• What the exercise asks
Do any lines in the data below contain "halo"? If so, copy every one of them.

[Stored items]
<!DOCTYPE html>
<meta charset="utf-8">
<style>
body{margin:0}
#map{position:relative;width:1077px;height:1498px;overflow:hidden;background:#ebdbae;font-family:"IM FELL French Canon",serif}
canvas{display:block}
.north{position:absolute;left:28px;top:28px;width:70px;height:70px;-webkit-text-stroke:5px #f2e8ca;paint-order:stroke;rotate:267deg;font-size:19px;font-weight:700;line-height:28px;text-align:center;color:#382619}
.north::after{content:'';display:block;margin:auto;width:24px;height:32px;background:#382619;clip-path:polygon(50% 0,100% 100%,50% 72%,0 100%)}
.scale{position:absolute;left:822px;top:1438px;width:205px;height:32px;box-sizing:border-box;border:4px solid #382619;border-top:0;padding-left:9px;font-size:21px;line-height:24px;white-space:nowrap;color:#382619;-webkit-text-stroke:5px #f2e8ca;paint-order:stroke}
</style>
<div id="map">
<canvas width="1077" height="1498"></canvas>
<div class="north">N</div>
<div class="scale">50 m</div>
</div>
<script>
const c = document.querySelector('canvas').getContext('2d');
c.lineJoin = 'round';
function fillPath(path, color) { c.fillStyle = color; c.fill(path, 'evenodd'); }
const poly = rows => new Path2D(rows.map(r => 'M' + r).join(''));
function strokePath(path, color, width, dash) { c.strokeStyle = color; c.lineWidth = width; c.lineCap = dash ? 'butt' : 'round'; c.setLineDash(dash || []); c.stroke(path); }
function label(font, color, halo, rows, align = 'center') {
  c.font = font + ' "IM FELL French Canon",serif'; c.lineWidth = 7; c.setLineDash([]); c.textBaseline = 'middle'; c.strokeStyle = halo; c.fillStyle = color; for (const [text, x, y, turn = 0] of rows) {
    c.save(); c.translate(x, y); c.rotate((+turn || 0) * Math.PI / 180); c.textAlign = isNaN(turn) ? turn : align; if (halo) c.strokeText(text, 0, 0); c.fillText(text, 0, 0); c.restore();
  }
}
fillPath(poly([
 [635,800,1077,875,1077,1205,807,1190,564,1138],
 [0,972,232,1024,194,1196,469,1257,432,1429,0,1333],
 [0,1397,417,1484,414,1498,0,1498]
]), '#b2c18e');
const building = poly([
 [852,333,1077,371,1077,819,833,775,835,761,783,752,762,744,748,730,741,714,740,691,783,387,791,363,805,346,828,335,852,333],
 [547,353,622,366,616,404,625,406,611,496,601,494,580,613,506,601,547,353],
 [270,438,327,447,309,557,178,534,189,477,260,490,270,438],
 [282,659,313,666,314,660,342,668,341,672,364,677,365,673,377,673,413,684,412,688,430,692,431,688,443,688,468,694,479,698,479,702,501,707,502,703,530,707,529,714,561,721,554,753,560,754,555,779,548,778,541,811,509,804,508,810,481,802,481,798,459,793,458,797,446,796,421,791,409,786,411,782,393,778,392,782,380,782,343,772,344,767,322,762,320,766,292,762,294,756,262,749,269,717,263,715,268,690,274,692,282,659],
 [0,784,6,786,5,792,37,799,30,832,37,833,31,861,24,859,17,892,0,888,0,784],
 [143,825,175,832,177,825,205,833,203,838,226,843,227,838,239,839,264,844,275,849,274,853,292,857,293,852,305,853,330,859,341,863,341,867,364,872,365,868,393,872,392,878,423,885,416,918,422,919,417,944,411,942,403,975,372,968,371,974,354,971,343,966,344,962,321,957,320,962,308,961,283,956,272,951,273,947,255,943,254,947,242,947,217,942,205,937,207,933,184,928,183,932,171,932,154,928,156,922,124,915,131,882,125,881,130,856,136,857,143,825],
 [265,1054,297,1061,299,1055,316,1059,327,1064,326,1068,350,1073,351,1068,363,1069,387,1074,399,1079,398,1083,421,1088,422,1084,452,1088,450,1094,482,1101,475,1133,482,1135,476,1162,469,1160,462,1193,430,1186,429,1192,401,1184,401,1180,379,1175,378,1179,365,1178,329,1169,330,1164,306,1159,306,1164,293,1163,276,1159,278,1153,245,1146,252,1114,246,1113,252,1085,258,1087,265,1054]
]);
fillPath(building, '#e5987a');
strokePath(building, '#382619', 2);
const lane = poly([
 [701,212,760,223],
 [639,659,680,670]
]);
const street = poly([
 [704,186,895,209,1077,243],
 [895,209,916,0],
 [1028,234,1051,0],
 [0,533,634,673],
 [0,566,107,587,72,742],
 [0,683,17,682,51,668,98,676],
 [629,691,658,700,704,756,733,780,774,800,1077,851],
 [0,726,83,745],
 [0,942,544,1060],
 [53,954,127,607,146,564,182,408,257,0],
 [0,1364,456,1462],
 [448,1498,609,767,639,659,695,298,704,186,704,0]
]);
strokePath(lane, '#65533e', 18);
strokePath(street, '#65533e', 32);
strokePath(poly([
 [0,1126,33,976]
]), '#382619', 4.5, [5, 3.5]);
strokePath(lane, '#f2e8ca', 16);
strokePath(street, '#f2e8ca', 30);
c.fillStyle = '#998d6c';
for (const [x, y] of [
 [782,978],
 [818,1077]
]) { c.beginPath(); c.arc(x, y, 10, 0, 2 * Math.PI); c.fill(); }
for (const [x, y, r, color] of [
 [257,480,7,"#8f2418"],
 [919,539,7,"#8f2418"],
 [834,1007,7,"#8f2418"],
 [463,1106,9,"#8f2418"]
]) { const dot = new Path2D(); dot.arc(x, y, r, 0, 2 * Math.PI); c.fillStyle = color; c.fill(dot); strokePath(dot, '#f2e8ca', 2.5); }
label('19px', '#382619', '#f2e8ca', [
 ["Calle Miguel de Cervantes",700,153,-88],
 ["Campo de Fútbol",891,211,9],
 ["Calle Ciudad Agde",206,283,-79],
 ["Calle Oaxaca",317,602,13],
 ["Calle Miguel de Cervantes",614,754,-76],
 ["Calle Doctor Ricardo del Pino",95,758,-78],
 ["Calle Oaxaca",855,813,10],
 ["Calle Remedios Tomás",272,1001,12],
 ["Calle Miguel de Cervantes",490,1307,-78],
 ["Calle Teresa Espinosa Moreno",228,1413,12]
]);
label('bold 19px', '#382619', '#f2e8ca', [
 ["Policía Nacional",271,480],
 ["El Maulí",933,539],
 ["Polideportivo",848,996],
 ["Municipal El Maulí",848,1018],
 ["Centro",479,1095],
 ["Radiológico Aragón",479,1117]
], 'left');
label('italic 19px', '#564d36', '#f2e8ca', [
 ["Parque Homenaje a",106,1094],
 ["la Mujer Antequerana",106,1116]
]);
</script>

• Your solution
function label(font, color, halo, rows, align = 'center') {
  c.font = font + ' "IM FELL French Canon",serif'; c.lineWidth = 7; c.setLineDash([]); c.textBaseline = 'middle'; c.strokeStyle = halo; c.fillStyle = color; for (const [text, x, y, turn = 0] of rows) {
    c.save(); c.translate(x, y); c.rotate((+turn || 0) * Math.PI / 180); c.textAlign = isNaN(turn) ? turn : align; if (halo) c.strokeText(text, 0, 0); c.fillText(text, 0, 0); c.restore();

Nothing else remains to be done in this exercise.